Adapun Perbedaan antara murabahah dan kredit konvensional secara lebih rinci, yaitu:
  1. Prinsip dasar yang dipakai murabahah adalah akad jual beli sedangkan prinsip dasar yang dipakai oleh kredit konvesional adalah pinjam meminjam.
  2. Dalam praktek pembiayaan murabahah, hubungan antara bank syariah dan nasabahnya adalah  penjual dan pembeli, sedangkan pada praktek kredit konvensional, hubungan antara pihak bank konvensional dan nasabahnya adalah hubungan kreditur dan debitur.

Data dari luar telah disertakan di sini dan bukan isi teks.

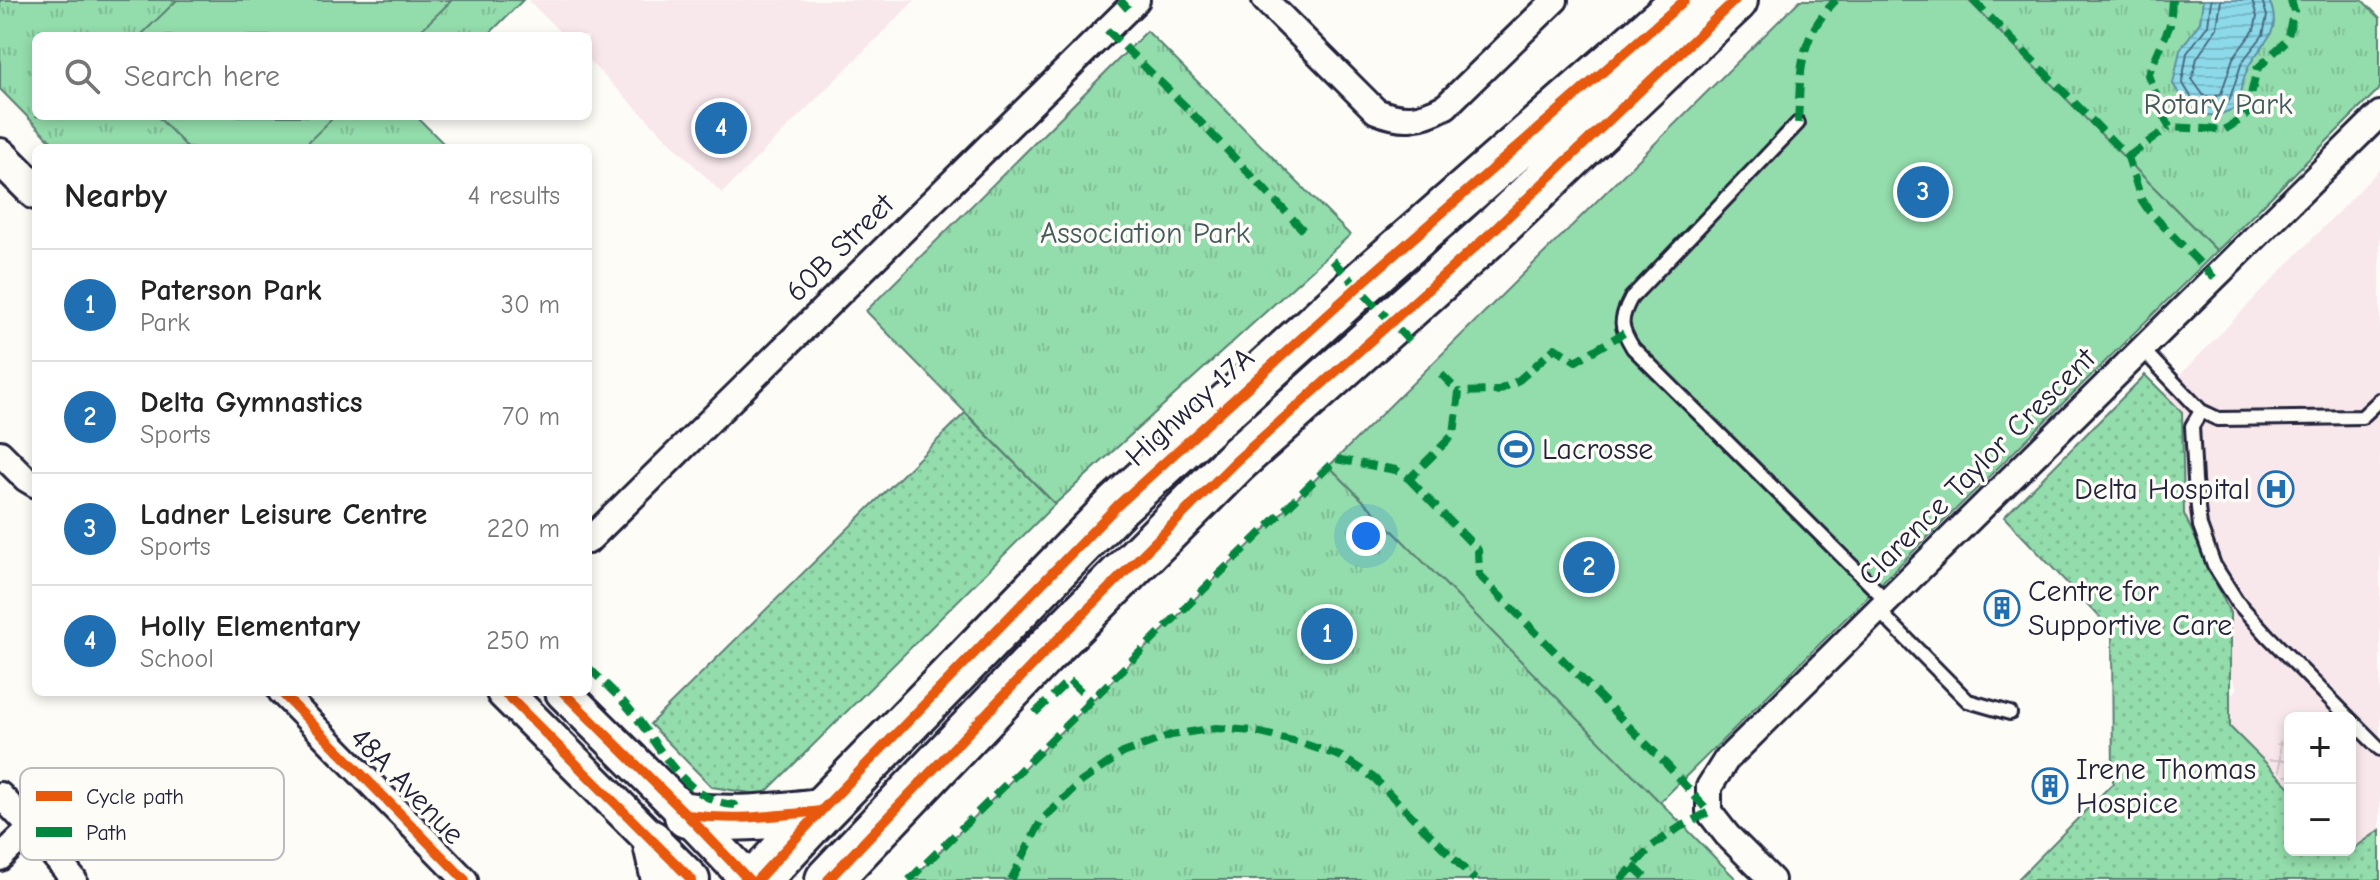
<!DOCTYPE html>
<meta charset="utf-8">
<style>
:root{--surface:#fff;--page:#f6f6f6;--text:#222;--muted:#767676;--line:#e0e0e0;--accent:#1f6fb2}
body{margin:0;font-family:"Comic Neue",sans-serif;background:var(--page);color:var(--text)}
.controls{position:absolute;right:24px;bottom:24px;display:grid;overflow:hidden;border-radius:12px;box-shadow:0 4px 12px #0003}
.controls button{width:72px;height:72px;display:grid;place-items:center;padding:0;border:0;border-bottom:2px solid var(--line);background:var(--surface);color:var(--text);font:40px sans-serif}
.you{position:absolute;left:1366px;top:536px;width:28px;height:28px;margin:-20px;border:6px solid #fff;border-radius:50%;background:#1a73e8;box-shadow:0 0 0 12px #1a73e833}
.badge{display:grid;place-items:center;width:52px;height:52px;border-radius:50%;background:var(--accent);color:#fff;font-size:26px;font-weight:700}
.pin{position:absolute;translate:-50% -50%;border:4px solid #fff;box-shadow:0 2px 8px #0006}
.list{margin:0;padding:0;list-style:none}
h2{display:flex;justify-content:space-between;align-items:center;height:104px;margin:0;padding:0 32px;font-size:34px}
h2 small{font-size:26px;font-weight:400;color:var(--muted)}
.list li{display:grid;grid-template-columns:52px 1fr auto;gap:24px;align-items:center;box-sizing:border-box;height:112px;padding:0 32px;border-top:2px solid var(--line)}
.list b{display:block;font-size:30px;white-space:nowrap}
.list p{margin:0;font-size:26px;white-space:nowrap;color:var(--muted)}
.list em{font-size:26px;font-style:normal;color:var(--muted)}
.icon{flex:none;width:44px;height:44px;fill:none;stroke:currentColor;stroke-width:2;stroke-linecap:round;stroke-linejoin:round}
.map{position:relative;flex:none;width:2380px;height:880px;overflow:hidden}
.search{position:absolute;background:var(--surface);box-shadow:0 4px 12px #0003;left:32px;top:32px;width:560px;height:88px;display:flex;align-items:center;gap:20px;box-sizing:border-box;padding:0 28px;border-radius:12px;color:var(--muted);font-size:30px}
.panel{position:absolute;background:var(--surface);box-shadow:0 4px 12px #0003;left:32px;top:144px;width:560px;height:552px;border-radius:12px}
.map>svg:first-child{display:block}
</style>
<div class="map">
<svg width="2380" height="880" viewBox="0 0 2380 880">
<defs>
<pattern id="industrial-grid" width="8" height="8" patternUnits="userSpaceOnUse" patternTransform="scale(2)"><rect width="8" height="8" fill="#f8e7eb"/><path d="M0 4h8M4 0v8" fill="none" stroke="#d4c6ca"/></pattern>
<pattern id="grass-dots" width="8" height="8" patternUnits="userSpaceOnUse" patternTransform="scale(2)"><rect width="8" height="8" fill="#93dcab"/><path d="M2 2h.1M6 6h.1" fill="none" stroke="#7ebc94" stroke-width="1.8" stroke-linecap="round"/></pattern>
<pattern id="park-tufts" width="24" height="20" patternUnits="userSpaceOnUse" patternTransform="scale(2)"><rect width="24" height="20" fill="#93dcab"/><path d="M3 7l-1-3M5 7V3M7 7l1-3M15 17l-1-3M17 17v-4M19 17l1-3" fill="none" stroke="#7ebc94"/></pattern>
<pattern id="water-rules" width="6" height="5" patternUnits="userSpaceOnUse" patternTransform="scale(2)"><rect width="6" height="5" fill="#8bd9e9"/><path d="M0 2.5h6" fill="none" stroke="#78bac9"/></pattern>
</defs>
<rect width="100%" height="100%" fill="#fdfcf7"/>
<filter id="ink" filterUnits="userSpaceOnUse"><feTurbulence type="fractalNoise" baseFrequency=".0125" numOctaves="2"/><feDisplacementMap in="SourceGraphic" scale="16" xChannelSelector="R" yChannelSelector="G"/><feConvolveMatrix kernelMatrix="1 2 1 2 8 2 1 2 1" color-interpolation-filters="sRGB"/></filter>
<g filter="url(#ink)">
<path fill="#f8e7eb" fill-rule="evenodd" d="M528,0H915L722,193L588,60V36H564Z
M2380,169V880H2028L2237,689L2193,572L2150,406ZM2290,718H2350V850H2290Z"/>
<path fill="url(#industrial-grid)" d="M2290,731V781L2264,756Z"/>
<path fill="url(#grass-dots)" stroke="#5a7f73" stroke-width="2" d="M2145,375L2182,412L2184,514L2230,613V727L2290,787V850H2350V847L2353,849L2380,830V880H2017L2113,783L2112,630L2004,517Z
M965,413L1055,504L763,795L712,787L650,724Z"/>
<path fill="url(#park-tufts)" stroke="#5a7f73" stroke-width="2" d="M0,0H523L487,36H36V116H416L448,148H58L0,89Z
M1968,0H2362L2380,18V88L2217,251Z
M1147,31L1350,235L1055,504L866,311Z
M1329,466L1737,880H911Z"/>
<path fill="#93dcab" stroke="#5a7f73" stroke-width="2" d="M177,0H452L415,36H140Z
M1800,0H1968L2217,251L1660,802L1329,466Z
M157,116H335L302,148H188Z"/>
<path fill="url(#water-rules)" stroke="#6190a3" stroke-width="2" d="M2203,0H2269C2283,32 2265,39 2250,64C2243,76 2240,94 2236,108L2216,116L2192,113L2173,84L2180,50L2200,22Z"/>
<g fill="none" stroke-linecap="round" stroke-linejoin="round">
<path stroke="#4c6b81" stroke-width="2" d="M2211,0L2208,25L2187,53L2182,82L2196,105L2215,108L2229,101L2242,62L2263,35L2267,16L2262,0
M2221,0L2217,28L2197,58L2192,79L2204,96L2214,97L2221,94L2233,58L2254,30L2257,17L2252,0"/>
<defs>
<path id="service" d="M1798,123L1631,298C1619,320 1620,327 1633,348L1887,601
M2142,349L2201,411L2218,419L2362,417L2380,400
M2201,411L2192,426L2195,480L2200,526L2214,565L2238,603L2268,636L2349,718
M1878,610L1968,701L2010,713
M2350,719L2380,749"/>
<path id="minor" d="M1265,0L1376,111C1403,122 1420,120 1446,106L1555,0
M0,453L26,479L36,485
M588,541L1137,0
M281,692L465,880
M0,795L31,828L74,880
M0,858L31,828
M1772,880L1727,835L1709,812V787L1726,760L2380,114"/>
<path id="secondary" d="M0,156L36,192
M504,692L692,880
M563,692L687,815L749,880"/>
<path id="primary" d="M652,840L661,880"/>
<path id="motorway" d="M687,815C736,821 773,816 821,811
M757,880L821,811L1118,505L1362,283L1685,0
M828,880L1042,655L1236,461L1493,231L1735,0"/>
</defs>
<use href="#service" stroke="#22223b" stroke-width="18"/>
<use href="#minor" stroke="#22223b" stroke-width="30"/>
<use href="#secondary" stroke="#22223b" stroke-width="40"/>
<use href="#primary" stroke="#22223b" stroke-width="44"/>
<use href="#motorway" stroke="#22223b" stroke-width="50"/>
<use href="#service" stroke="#fdfcf7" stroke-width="12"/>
<use href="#minor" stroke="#fdfcf7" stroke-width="24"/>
<use href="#secondary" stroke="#fdfcf7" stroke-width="34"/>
<use href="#primary" stroke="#fdfcf7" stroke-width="38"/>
<use href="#motorway" stroke="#fdfcf7" stroke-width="44"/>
<path stroke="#00873e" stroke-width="8" stroke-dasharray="16 8" stroke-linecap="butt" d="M1120,0L1128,9
M1973,0L2128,157L2141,199L2149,211L2214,278
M2172,0L2170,25L2148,75L2169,127L2224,130L2246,116L2257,69L2287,40L2294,11L2291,0
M1107,30L1185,106L1304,231
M1798,123C1801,71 1797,40 1836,0
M2128,157L2169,127
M1332,260L1414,346
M1441,374L1459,392
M1409,479L1478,550L1479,575L1668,766L1709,812L1680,827L1651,847L1621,880
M588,667C603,682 619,696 632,712C661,747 685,802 735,805L736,808
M1035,713L1069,680L1091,701
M1633,866L1648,880
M909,880L1336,459L1396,470L1409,479L1454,434L1459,392L1497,391L1519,380L1555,348L1576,361L1624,333
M1011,880L1041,821L1081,782L1123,753L1171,735L1216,728L1252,731L1301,743L1340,756L1374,778L1475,880"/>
<defs>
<path id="cycleway" d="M281,692L465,880
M504,692L692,880
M563,692L687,815L749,880
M687,815C736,821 773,816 821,811
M757,880L821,811L1118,505L1362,283L1685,0
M828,880L1042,655L1236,461L1493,231L1735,0"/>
</defs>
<use href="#cycleway" stroke="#fdfcf7" stroke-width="15"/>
<use href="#cycleway" stroke="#e8590c" stroke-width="10"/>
</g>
</g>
<defs>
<symbol id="stadium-ring" viewBox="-11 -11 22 22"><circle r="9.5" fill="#fdfcf7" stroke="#1f6fb2" stroke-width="1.5"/><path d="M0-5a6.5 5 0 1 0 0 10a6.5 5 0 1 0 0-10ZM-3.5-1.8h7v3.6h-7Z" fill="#1f6fb2"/></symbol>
<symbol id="hospital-ring" viewBox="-11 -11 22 22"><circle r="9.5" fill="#fdfcf7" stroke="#1f6fb2" stroke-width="1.5"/><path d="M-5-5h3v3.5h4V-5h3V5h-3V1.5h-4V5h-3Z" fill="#1f6fb2"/></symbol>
<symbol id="building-ring" viewBox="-11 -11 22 22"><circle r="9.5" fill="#fdfcf7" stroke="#1f6fb2" stroke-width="1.5"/><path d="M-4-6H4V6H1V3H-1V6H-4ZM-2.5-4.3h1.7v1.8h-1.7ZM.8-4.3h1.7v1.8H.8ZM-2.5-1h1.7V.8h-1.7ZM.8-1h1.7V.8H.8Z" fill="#1f6fb2"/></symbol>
</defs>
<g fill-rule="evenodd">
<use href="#stadium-ring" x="1496" y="429" width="40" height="40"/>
<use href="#hospital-ring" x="2256" y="469" width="40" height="40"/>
<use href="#building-ring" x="1982" y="588" width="40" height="40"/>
<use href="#building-ring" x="2030" y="766" width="40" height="40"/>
</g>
<g text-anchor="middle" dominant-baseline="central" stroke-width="7" stroke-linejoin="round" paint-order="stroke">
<g font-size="30" fill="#445a5d" stroke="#fdfcf7">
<text x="2218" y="104">Rotary Park</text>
<text x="1145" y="233">Association Park</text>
</g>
<g font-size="30" fill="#22223b" stroke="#fdfcf7">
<text transform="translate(840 248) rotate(-45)">60B Street</text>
<text transform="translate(1190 407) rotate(-42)">Highway 17A</text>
<text transform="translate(1977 467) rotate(-45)">Clarence Taylor Crescent</text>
<text transform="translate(407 786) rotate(46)">48A Avenue</text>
</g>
<g font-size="30" fill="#22223b" stroke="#fdfcf7" text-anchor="start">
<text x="1542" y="449">Lacrosse</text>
<text x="2250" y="489" text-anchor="end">Delta Hospital</text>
<text x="2028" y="591">Centre for<tspan x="2028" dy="34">Supportive Care</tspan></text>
<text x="2076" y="769">Irene Thomas<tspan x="2076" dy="34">Hospice</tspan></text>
</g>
</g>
<rect x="20" y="768" width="264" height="92" rx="12" fill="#fdfcf7" stroke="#bbbbbf" stroke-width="2"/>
<rect x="36" y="791" width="36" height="10" fill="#e8590c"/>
<rect x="36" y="827" width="36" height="10" fill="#00873e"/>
<g font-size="22" fill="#22223b">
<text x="86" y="804">Cycle path</text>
<text x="86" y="840">Path</text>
</g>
</svg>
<div class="controls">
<button>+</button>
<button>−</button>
</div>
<div class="you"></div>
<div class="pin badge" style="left:1327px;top:634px">1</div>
<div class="pin badge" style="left:1589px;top:567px">2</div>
<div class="pin badge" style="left:1923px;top:192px">3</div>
<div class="pin badge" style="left:721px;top:128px">4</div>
<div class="search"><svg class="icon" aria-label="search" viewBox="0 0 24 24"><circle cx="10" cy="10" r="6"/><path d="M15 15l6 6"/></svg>Search here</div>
<section class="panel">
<h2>Nearby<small>4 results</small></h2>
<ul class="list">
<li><span class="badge">1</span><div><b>Paterson Park</b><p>Park</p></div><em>30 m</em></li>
<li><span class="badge">2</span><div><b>Delta Gymnastics</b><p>Sports</p></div><em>70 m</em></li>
<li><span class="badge">3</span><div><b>Ladner Leisure Centre</b><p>Sports</p></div><em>220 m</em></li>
<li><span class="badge">4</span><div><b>Holly Elementary</b><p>School</p></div><em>250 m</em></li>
</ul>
</section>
</div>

  3. Dalam murabahah hanya menghendaki satu harga dan tidak tergantung dengan jangka waktu pembayaran, sedangkan kredit konvensional mengharuskan adanya perbedaan pembayaran sesuai dengan jangka waktu yang telah ditentukan. Semakin lama waktu pembayaran semakin besar jumlah tanggungan yang harus dibayar.
  4. Keuntungan dalam praktek murabahah berbentuk margin penjualan yang didalamnya sudah termasuk harga jual. Sedangkan keuntungan pada kredit konvensional didasarkan pada tingkat suku bunga. Nasabah yang mendapatkan kredit dari bank konvensional dibebani kewajiban membayar cicilan beserta bunga pinjaman sekaligus.
Sumber:
Antonio, Muhammad Syafi’i, 2001, Bank Syariah dari Teori ke Praktik, Jakarta : Gema Insani Press.